=== What you will do ===
Line count for "Avenue": say how many lines of the data contain it, with no other text.

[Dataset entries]
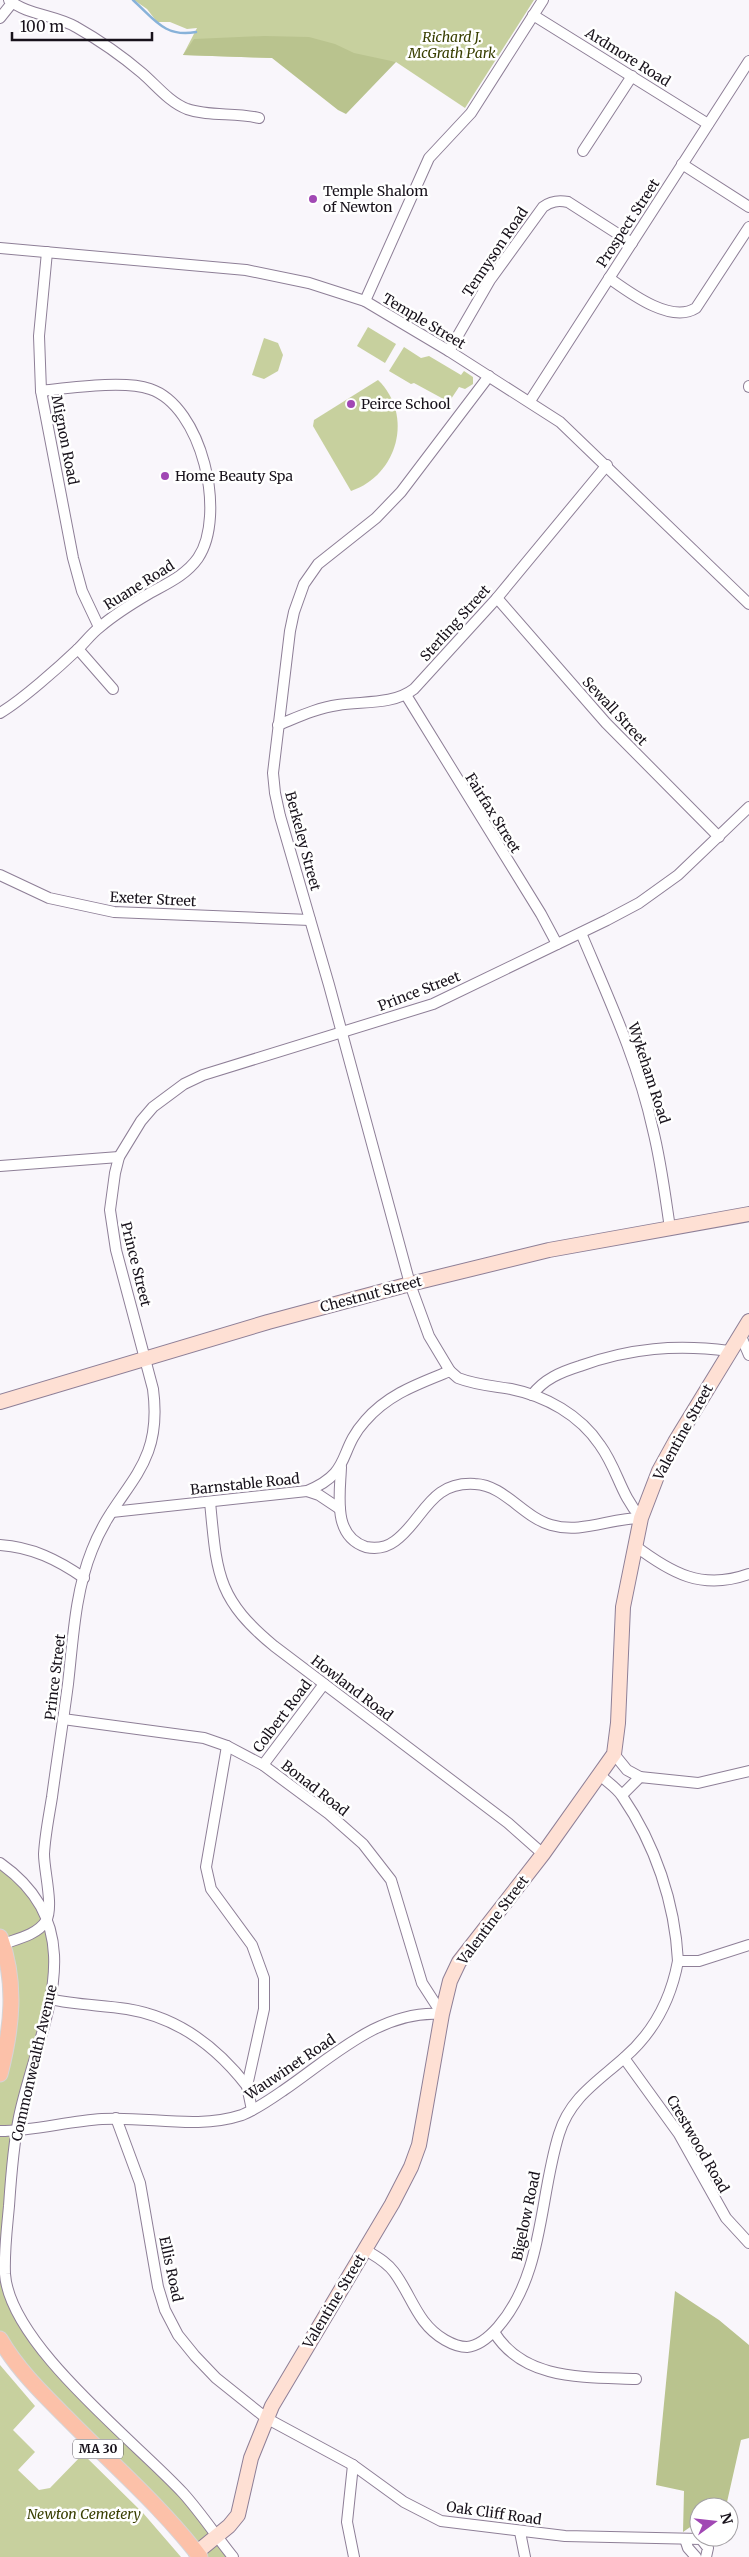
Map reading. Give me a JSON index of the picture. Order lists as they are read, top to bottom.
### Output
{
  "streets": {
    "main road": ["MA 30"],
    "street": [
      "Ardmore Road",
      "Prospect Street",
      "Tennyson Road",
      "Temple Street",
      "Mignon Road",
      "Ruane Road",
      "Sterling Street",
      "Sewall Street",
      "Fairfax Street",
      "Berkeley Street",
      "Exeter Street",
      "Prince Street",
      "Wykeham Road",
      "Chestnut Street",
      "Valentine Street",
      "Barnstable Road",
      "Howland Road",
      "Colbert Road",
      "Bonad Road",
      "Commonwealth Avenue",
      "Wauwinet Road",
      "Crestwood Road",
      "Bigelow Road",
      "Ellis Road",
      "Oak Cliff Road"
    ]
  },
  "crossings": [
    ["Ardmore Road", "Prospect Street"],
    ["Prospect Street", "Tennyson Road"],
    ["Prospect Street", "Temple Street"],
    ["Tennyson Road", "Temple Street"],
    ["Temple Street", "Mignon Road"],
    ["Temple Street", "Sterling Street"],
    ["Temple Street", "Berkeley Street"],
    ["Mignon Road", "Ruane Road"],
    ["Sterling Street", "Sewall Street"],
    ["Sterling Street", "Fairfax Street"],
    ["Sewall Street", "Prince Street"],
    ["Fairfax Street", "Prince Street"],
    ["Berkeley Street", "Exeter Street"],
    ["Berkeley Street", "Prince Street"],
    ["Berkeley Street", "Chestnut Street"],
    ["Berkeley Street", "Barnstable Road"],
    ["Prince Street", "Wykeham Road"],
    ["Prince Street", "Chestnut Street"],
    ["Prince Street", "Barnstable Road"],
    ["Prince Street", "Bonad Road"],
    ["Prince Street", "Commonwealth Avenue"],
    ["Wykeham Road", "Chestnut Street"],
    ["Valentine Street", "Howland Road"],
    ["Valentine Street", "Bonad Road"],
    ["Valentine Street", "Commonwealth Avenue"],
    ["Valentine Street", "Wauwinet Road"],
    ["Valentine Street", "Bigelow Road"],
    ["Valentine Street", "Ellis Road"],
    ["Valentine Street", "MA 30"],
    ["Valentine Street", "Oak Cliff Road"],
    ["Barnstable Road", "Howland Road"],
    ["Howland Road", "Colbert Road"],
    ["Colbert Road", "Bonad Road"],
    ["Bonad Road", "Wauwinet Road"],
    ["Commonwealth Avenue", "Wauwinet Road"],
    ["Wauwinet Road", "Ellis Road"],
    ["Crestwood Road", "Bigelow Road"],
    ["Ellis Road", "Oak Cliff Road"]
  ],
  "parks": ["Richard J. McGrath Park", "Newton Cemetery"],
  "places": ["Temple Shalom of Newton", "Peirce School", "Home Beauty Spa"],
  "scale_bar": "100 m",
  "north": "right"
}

=== Result of this task ===
4